第1回日本心血管インターベンション学会東北地方会プログラムから振り返る思い出話

 日本で最初のPTCAは1981年の内田康美先生だったと、日本心臓血管内視鏡学会の学会誌(2015年;心臓内視鏡;1:3-10)に自ら寄稿されております。手技は成功し、その後の経過も極めて順調であったそうですが、地方会に発表するや激しい非難を浴び、以後、中止せざるを得なかったと記載されておりました。そんな中で、日本のPTCAの創設期をリードしたのが延吉正清先生と山口徹先生でありました。1985年には、冠動脈形成術研究会を発足させ、1992年には発展して日本心血管インターベンション学会(JSIC)となり、さらにその後、CVITとなっております(図1参照)。

 日本心血管インターベンション学会東北地方会は、総会に遅れること5年、1997年に発足しました。表1にこの時の役員の名簿がありますが、東北地方会の発足に指導的役割を果たしたのは田巻健治先生(岩手県立中央病院)であったと記憶しております。田巻先生の常に冷静沈着、理路整然たる話ぶりは、皆を説得するのに十分であったように思います。田巻先生は、地方会が発足する3年前から、「岩手PTCAライブ」を主催しており、私を含め多くの東北地方の医師にも声をかけていただき教育的機会を与えていただきました。一流の先生の手技や考え方を聞いた時の衝撃は強烈で、そのことがADATARA Liveや仙台ネットワークライブへと拡がっていったのだと思っております。田巻先生の元からは優れた循環器内科医が巣立っており、後藤新平(岩手県奥州市出身、福島医大の前身である須賀川医学校に学ぶ)の「〜人を遺すは上なり」という言葉に繋がっているように思われます。温厚で親分肌の横山紘一先生、荒木隆夫先生(山形県立中央病院)の存在も大きく、大した波乱もなく東北地方会の船出ができたのもお二人の和の力を大切にするお陰だと思います。山形県立中央病院は、東北でも最も早くPTCAを開始した施設でありましたが、冠動脈だけでなく末梢血管の治療にもいち早く目を向けており、腎動脈のインターベンションについて荒木先生に電話で教えていただいたことを記憶しております。

 第1回の地方会の会長には目黒泰一郎先生(仙台厚生病院)が推挙されました。
 目黒先生は、当時からRadial Approachの有用性を訴え、その普及に大いに貢献されました。第1回の地方会の演題にもRadial approachについての演題が出ております。地方会発足当時の役員名簿を見ますと多くの先生が既にこの業界から離れており、時代の流れを感じさせられます。そんな中で、第1回目から先日の第52回まで、ほとんど毎回、First Speakerとして演題を発表してきたのが佐藤匡也先生です。一般演題の演者として若い先生に混じって発表する姿は尊敬に値します。カテーテル治療に対して常に高い意識を持って見ているからこそできることであり、佐藤匡也先生の発表から学んでいる若い先生はたくさんいると思います。また、当初からコメディカルの教育にも力を注いで来られ支部長としても東北地方会の発展のために大いにご尽力されました。佐藤匡也先生を副支部長として支えたのは片平美明先生です。片平先生も第1回の地方会からファーストスピーカーとして参加され、今日もご活躍中です。
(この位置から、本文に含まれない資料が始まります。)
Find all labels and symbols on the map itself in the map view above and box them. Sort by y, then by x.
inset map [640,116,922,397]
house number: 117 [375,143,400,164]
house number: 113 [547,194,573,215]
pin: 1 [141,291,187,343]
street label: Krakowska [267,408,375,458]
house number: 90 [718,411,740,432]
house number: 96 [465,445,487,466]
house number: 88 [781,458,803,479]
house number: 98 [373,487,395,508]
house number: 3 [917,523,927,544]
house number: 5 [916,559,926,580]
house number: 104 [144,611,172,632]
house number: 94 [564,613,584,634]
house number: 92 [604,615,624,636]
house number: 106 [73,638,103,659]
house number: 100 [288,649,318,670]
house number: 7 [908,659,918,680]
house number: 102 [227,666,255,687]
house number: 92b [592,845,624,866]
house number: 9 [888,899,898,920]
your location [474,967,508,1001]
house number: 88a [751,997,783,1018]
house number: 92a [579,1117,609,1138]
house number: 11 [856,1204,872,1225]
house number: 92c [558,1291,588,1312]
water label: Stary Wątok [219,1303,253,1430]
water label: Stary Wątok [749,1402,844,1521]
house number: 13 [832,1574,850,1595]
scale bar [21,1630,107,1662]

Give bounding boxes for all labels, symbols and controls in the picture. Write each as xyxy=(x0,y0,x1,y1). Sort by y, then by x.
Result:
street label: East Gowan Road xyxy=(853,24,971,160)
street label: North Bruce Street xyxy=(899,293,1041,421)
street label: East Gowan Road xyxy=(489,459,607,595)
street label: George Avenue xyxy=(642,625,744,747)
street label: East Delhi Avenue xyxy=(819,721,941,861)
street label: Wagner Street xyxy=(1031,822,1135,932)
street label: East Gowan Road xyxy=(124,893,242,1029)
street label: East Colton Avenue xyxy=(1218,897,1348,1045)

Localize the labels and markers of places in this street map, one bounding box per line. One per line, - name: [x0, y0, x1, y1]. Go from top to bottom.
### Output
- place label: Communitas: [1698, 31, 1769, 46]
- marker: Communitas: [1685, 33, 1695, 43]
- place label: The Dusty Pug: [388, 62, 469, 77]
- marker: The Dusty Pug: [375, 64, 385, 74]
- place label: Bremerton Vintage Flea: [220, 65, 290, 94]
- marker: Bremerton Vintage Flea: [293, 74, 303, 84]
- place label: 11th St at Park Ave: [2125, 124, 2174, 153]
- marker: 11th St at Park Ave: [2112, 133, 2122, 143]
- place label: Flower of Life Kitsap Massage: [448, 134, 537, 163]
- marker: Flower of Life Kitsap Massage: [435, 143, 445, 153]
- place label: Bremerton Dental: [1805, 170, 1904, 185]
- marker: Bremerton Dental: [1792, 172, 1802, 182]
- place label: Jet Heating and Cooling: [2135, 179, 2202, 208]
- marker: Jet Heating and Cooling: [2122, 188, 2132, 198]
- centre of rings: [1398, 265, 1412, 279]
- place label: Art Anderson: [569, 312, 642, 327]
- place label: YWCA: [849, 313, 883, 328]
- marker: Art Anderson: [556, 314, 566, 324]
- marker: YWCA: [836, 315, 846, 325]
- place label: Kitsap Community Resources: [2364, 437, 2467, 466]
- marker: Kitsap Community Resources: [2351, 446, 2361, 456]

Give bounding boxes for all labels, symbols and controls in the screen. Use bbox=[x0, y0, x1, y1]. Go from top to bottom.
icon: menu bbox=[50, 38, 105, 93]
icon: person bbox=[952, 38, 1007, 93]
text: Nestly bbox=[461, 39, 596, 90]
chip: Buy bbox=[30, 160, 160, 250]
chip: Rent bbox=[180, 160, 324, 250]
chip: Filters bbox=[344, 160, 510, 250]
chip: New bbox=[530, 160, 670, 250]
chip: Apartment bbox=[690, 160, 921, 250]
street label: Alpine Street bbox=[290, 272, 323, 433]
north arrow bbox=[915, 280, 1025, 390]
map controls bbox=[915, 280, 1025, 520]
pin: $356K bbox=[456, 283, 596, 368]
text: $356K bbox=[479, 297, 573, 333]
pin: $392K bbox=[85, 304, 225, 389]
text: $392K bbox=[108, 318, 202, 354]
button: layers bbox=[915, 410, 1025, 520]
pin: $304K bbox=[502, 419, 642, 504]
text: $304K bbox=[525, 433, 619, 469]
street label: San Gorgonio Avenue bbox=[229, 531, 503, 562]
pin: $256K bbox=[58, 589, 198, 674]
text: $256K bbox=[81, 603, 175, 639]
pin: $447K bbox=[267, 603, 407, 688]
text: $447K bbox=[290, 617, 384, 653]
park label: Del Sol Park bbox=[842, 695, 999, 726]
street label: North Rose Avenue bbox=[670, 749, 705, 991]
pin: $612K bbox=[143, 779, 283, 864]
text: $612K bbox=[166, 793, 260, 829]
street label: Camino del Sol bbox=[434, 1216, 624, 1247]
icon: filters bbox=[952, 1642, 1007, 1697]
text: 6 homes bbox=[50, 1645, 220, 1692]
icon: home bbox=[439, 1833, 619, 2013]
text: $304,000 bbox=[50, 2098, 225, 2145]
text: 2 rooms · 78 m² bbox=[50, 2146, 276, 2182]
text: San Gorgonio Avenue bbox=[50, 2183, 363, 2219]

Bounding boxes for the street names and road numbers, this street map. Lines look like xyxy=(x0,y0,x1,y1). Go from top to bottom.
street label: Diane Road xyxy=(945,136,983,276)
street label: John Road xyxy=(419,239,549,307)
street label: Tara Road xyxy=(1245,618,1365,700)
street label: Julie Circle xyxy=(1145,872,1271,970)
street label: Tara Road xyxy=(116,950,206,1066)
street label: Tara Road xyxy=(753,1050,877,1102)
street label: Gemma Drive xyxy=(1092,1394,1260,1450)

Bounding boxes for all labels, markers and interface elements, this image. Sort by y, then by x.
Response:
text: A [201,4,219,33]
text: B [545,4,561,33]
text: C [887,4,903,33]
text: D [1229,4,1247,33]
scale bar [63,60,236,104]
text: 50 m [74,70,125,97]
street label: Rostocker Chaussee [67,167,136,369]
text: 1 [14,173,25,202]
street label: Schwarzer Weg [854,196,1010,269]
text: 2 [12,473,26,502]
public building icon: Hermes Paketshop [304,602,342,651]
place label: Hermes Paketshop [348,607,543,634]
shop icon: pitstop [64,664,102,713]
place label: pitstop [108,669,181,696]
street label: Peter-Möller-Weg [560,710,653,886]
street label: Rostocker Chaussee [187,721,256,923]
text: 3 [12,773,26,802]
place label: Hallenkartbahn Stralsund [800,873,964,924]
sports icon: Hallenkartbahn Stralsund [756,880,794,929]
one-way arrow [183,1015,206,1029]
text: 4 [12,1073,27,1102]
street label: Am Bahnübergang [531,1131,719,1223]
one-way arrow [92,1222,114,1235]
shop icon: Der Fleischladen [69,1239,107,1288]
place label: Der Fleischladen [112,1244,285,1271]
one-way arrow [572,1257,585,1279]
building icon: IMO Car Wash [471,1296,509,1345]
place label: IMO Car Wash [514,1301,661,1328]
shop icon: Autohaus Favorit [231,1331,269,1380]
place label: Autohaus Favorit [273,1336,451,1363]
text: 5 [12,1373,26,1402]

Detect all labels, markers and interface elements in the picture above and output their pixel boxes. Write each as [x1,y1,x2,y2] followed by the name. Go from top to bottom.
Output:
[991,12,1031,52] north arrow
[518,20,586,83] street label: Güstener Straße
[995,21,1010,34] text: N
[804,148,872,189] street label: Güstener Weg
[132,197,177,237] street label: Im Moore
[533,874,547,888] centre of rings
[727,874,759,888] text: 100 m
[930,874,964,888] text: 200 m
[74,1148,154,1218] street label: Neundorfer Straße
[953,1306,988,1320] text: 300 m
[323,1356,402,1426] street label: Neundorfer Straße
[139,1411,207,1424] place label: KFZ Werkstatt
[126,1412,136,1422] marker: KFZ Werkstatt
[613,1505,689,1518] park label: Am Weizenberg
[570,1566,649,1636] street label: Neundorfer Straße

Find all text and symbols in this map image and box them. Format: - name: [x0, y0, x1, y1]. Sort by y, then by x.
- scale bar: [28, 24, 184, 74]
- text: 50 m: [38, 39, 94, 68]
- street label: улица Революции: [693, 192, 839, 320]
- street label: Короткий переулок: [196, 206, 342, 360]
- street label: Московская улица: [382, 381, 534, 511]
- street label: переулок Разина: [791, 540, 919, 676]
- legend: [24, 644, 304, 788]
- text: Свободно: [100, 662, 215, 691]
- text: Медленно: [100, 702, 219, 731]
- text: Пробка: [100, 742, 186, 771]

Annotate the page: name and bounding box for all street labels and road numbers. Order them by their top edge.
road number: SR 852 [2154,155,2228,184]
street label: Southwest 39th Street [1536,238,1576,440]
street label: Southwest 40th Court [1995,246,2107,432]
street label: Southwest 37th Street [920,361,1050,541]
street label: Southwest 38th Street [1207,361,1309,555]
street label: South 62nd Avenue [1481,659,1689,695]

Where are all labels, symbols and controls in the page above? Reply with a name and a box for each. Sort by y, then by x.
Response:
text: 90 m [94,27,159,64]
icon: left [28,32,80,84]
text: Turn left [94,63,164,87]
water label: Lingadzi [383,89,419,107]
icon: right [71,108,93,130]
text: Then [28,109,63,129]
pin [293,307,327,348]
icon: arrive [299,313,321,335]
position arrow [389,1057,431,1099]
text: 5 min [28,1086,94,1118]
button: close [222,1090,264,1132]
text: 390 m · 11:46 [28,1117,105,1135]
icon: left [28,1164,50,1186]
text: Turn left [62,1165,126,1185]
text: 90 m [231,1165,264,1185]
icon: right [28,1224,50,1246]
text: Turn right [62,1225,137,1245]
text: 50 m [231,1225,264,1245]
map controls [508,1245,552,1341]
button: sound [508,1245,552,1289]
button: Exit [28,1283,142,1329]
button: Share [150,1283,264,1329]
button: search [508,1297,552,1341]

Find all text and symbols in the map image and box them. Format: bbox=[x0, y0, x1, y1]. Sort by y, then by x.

共同演者として名前が掲載されております師匠の田中元直先生は、心エコー図、ドプラー心エコー図の世界の第一人者でありましたので、片平先生も医工学に強く、そのことが先生のライフワークともなったカテーテルの最小化研究に繋がったのだと理解しております。2021年には、直前の大地震にもかかわらずCVIT学術集会の会長としての大役を務めたこと、片平先生らしい人間味あふれた会長講演は記憶に新しいところです。また、片平先生の元からも、菅原先生など多くの優れたInterventionistが輩出されております。青森県を牽引してきたのは、菊池文孝先生でした。残念ながら第1回目には発表がありませんでしたが、斎藤滋先生を師と仰ぎ、橈骨動脈アプローチで、いつも工夫された症例報告をしてくださいました。特に血栓吸引の仕方については、魚釣りに似せて表現されていたことが懐かしく思い出されます。岩手医科大学では深見健一先生がリーダーでした。深見先生は、私の福島医大の1年先輩であり、また国立循環器病センターの先輩でもありました。当時の平盛勝彦教授は、「心筋梗塞というのは自ら心筋細胞が崩壊し、2次的に冠動脈に血栓が生じるというKinetic Death説」を支持していた関係もあり、余りカテーテルインターベンションには前向きではありませんでしたので、深見先生はかなり苦労されたかもしれません。平盛先生が国立循環器病センターに勤務されていた頃、日本循環器学会総会で、「Kinetic Death」をめぐり延吉正清先生と熱い論争になったことは忘れられません。その後、着実に症例を積み上げていけたのは、房崎先生などの努力が実ったものを推察しております。平盛先生はとても面倒見の良い先生で、私が国循の研修医時代に学会への交通費を出していただいたのを記憶しております。現在、岩手医科大学は、仙台厚生病院とともにカテーテルインターベンション全般にわたって日本のトップリーダーとなっており東北の一員としてとても誇らしく思っております。最後になりますが、私が支部長であったころ、加藤敦先生には副支部長として全面的に支えていただき本当に感謝いたしております。いつも穏やかで少し控えめな調子でありながら、しっかりとした考えでマネジメント能力のない私を導いていただきました。

 第1回の地方会のプログラムを見ながら、雑多な思い出話を書かせていただきました。一部記憶が違っているかもしれませんが年寄りに免じてお許しいただければ幸いです。また、今日の東北地方会の発展は、多くの皆様方の熱意と努力の賜物でありますことは疑いの余地もありません。かつてイチロー選手が「小さなことを積み上げていくことが、とんでもない所に行く唯一の道」と話したことは、我々の領域でも言えることだと思います。今後、皆様方の手で益々発展されることをお祈りいたしております。